Search the material below for the word "names". Copy every line that has it.

EXCERPTED DATA.
________________

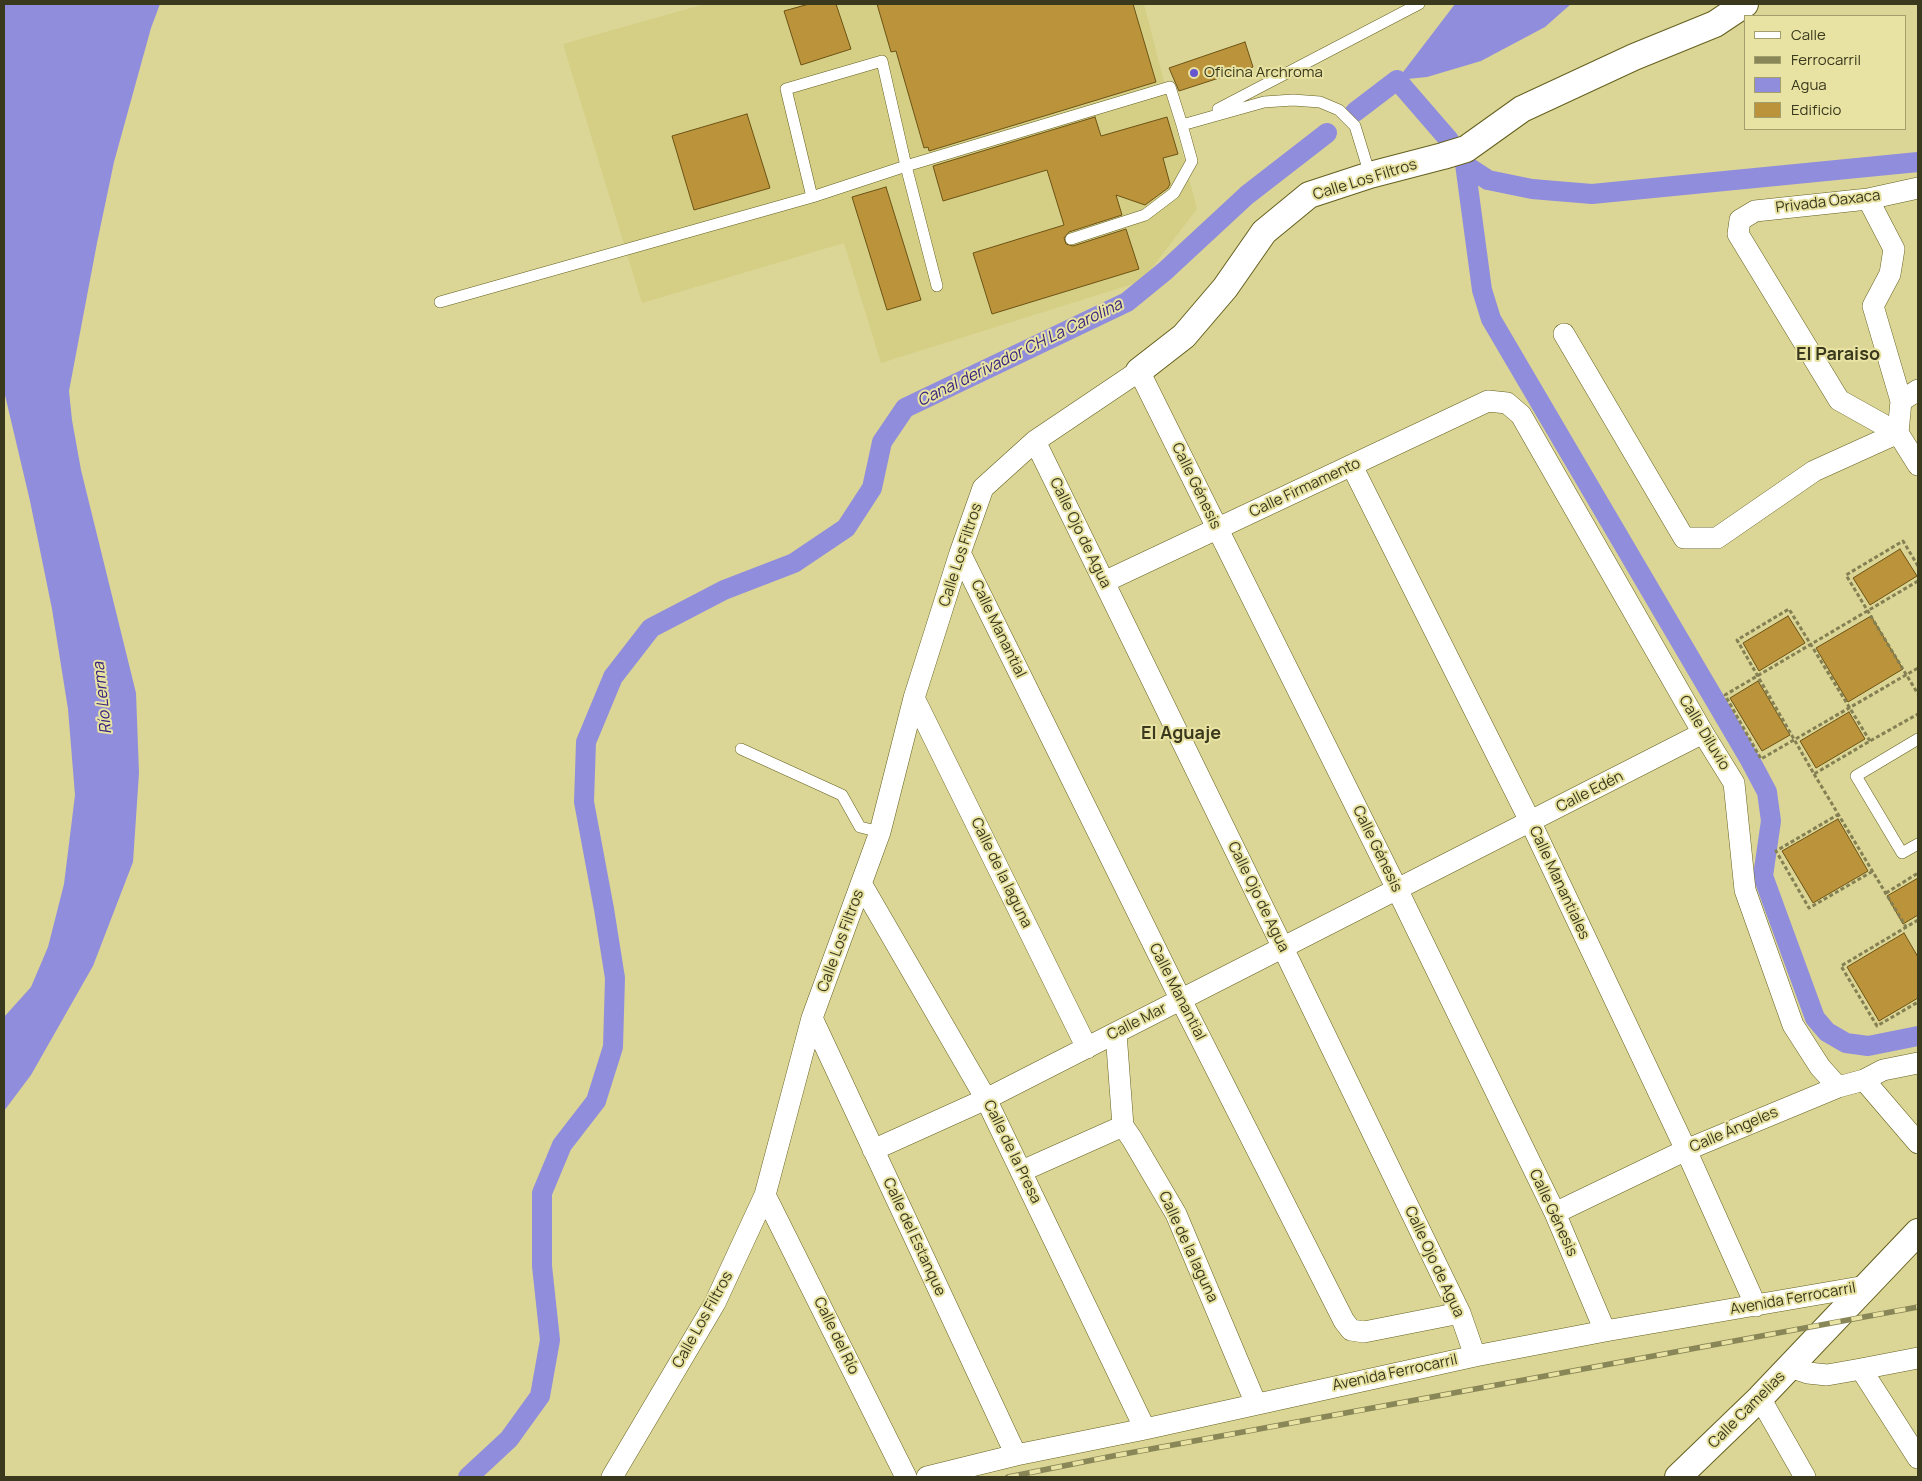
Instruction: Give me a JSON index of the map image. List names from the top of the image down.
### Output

________________

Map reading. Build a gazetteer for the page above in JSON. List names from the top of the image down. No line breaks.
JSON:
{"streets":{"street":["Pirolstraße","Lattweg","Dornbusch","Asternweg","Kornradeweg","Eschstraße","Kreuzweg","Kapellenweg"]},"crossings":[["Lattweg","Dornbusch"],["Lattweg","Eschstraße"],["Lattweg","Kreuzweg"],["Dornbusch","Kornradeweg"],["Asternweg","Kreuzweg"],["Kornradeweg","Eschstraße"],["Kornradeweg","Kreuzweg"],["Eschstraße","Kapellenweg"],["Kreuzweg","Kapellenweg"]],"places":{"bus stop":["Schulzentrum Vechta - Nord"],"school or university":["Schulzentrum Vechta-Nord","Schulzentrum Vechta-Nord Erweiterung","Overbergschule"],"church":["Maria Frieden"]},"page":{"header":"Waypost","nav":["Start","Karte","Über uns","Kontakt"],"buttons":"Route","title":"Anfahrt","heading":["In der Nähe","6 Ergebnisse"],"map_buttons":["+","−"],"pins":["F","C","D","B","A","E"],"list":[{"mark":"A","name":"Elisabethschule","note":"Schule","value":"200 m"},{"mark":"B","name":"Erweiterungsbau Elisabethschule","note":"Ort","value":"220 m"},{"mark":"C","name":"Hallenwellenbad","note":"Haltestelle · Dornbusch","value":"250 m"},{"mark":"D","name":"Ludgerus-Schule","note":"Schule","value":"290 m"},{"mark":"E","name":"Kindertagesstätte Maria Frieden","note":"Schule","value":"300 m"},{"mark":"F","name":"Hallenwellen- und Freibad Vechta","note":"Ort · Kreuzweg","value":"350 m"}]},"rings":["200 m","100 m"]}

________________

TASK RESULT.
Instruction: Give me a JSON index of the map image. List names from the top of the image down.
Map reading. Build a gazetteer for the page above in JSON. List names from the top of the image down. No line breaks.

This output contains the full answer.